◆ What the task requires ◆
Check each line of the entries for "scale" and report the ones that have it.

____ Working data

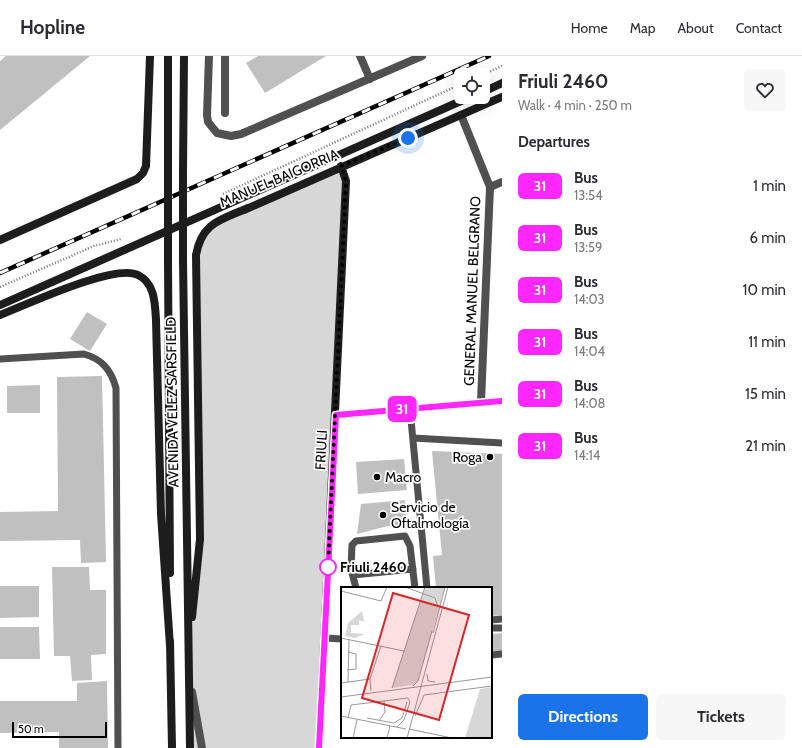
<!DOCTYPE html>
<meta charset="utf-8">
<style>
:root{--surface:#fff;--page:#f7f7f7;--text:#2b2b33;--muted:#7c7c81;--line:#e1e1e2;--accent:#1a73e8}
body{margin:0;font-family:Cabin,sans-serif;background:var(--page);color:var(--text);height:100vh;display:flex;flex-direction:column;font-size:15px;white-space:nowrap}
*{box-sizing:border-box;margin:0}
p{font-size:13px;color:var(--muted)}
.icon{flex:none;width:22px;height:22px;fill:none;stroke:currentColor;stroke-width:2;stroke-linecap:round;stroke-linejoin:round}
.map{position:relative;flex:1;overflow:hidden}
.panel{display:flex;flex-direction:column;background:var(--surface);width:300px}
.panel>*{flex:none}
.badge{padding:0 8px;border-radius:6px;font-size:14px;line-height:26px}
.controls{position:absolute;left:454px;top:12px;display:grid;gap:8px}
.controls a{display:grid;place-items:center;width:36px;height:36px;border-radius:6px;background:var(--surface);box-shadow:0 4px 16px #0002;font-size:20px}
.scale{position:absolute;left:12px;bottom:10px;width:95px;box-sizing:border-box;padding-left:4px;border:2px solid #000;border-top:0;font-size:11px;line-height:14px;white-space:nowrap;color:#000;-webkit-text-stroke:3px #fff;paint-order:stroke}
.you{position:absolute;width:20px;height:20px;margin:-10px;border:3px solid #fff;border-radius:50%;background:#1a73e8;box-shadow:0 0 0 6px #1a73e833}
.map>.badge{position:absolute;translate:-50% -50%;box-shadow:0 0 0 2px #fff}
h2{padding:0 16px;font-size:15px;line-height:36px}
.round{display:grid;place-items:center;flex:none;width:42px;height:42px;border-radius:6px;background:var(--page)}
.headline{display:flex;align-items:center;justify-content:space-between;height:68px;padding:0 16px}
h1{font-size:19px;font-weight:700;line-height:30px}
.cta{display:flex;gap:8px;margin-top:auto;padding:8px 16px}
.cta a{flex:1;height:46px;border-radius:6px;background:var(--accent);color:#fff;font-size:16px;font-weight:700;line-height:46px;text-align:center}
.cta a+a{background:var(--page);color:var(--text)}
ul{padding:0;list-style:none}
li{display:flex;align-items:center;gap:12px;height:52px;padding:0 16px}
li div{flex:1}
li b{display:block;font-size:15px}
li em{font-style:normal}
li .badge{min-width:44px;font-weight:700;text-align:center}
header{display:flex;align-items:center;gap:24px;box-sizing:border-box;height:56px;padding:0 20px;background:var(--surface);border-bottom:1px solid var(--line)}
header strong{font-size:19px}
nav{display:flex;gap:22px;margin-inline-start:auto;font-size:14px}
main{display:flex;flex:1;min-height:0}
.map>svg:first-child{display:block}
</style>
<header>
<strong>Hopline</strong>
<nav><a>Home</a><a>Map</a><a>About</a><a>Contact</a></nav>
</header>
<main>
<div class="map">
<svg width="502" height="692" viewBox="0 0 502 692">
<rect width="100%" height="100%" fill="#fff"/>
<path fill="#d7d7d7" d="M341,110L346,125L319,692H190L188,592L200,500L196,199L212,169Z"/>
<path fill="#c0c0c0" d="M6,0H90L0,74V5Z
M258,0H326L265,37L246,7Z
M87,256L107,268L90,295L70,283Z
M102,320L106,506L81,507L80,484L0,485V456L58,455L57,321Z
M40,329V357H7V330Z
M432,395L502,398V559L491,560V532H436L433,500L442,499Z
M404,403L407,434L358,438L356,406Z
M405,444L407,473L388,470L357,478L361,448Z
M52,511H89L90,534H106V598L91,599L92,624L72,625L70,600H54Z
M0,530H39V561L0,562Z
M0,571H39L40,603H0Z
M502,577V595H493L492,578Z
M107,625L108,692H59V676L0,677V645H77V627Z"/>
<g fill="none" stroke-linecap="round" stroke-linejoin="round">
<path stroke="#727272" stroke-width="2.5" stroke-dasharray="1 2" stroke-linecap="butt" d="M482,19L502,10
M223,138L461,28
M0,231L94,190L121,183"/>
<path stroke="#505050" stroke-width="7" d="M0,303L84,298C102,303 111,314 116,332L118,692
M410,353L427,532
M413,382L502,387
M353,519L413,513
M356,532L351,513L352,489L356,485L405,480L410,490L415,532
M491,564L502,563
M491,572H502
M325,582L342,583
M491,599L502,598"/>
<path stroke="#505050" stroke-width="8" d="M209,0L207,59L208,66L217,77L231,80L241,78L422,0
M225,0V57
M360,0L370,23
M461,59L490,131L481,346
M490,131L502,126
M192,636L202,692"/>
<path stroke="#1d1d1d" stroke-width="8" d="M168,0V119
M483,36L502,27
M183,115L184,0
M244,154L502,41
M0,184L137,123L143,117L146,110L150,0
M183,204L190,692
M168,205L170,517
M0,249L470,41
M0,259C26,249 115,207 138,219C155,227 155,248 156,264L161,458L170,590
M336,359L502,345
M192,561L200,483L196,199C202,166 221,164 248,152
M170,585L172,692
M319,692L346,125L341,110"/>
<g stroke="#000" stroke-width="4.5">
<path id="rail" d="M0,217L489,0"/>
</g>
<use href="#rail" stroke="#fff" stroke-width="3" stroke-dasharray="9" stroke-linecap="butt"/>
<path stroke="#1d1d1d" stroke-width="8" d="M168,119V205
M183,204V115"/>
</g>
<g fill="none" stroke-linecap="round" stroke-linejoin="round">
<g stroke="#fff" stroke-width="9">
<path id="line" d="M319,692L336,359L502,345"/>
</g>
<use href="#line" stroke="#fe27ff" stroke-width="6"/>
<path stroke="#000" stroke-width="4" stroke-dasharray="0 7.2" d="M328,511L346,125L341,110L408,82"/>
</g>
<g fill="#000" stroke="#fff" stroke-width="1.5">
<circle cx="490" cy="401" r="4"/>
<circle cx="377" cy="421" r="4"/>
<circle cx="383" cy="459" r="4"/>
</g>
<circle fill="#fff" stroke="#fe27ff" stroke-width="2" cx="328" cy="511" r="8"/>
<g text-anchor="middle" stroke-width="3.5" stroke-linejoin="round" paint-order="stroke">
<g font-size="14" fill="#000" stroke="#fff">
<text transform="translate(279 122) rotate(-23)" y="5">MANUEL BAIGORRIA</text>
<text transform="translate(472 235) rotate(-88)" y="5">GENERAL MANUEL BELGRANO</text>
<text transform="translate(172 346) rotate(-91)" y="5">AVENIDA VÉLEZ SARSFIELD</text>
<text transform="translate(321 394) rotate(-87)" y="5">FRIULI</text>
</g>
<g font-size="14" fill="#000" stroke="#fff" text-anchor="start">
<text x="482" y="406" text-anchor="end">Roga</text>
<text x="385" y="426">Macro</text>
<text x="391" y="456">Servicio de<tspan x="391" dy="16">Oftalmología</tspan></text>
</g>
<g font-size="14" font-weight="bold" fill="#000" stroke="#fff" text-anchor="start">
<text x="340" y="516">Friuli 2460</text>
</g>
</g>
<g transform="translate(341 531)">
<rect width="151" height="151" fill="#fff"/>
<path d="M84,0H104L77,94L72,98L51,101ZM21,24L23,35L18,33V38H10V46L24,47L14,51L4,49L7,36ZM151,100V151H124L139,102Z" fill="#d7d7d7"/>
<path fill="none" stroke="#999" stroke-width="1" d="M64,0L94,11L97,20M0,4L40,14L46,0M92,46L104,0M0,51L63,64M6,83L15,82V67L7,65M86,87L87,94L94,95M7,95L8,53M0,96L29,92M72,99L77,94L91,44M51,101L84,0M30,104L29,92L40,59M0,110L151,90M0,129L65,142M74,129L83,108L151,99M7,131L10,118L67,111L69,115L63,133L56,140M26,131L53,136L61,131L66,115M38,134L44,125L43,113M68,142L111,151M12,151L16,133M46,151L49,139M66,151L107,0"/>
<path fill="#d62828" fill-opacity="0.15" stroke="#d62828" stroke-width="2" d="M52,6L128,28L98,133L21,111Z"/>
<rect width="151" height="151" fill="none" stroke="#000" stroke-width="2"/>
</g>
</svg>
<div class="controls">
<a><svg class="icon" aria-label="locate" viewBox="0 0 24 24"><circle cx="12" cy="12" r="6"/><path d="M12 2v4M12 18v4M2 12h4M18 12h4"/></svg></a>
</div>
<div class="scale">50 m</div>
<div class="you" style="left:408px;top:82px"></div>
<b class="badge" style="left:402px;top:353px;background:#fe27ff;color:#fff">31</b>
</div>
<section class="panel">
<div class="headline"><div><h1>Friuli 2460</h1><p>Walk · 4 min · 250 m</p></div><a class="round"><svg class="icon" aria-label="heart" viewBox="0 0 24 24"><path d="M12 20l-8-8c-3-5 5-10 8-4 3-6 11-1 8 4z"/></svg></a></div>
<h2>Departures</h2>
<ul>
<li><span class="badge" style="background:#fe27ff;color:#fff">31</span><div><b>Bus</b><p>13:54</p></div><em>1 min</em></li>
<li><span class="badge" style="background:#fe27ff;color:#fff">31</span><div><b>Bus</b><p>13:59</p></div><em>6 min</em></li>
<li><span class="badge" style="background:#fe27ff;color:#fff">31</span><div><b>Bus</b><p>14:03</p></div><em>10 min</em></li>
<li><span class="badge" style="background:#fe27ff;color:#fff">31</span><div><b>Bus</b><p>14:04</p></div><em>11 min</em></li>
<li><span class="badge" style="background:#fe27ff;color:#fff">31</span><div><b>Bus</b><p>14:08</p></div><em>15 min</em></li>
<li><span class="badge" style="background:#fe27ff;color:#fff">31</span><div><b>Bus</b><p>14:14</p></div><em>21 min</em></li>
</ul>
<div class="cta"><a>Directions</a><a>Tickets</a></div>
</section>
</main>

________

◆ Response to the task ◆
.scale{position:absolute;left:12px;bottom:10px;width:95px;box-sizing:border-box;padding-left:4px;border:2px solid #000;border-top:0;font-size:11px;line-height:14px;white-space:nowrap;color:#000;-webkit-text-stroke:3px #fff;paint-order:stroke}
<div class="scale">50 m</div>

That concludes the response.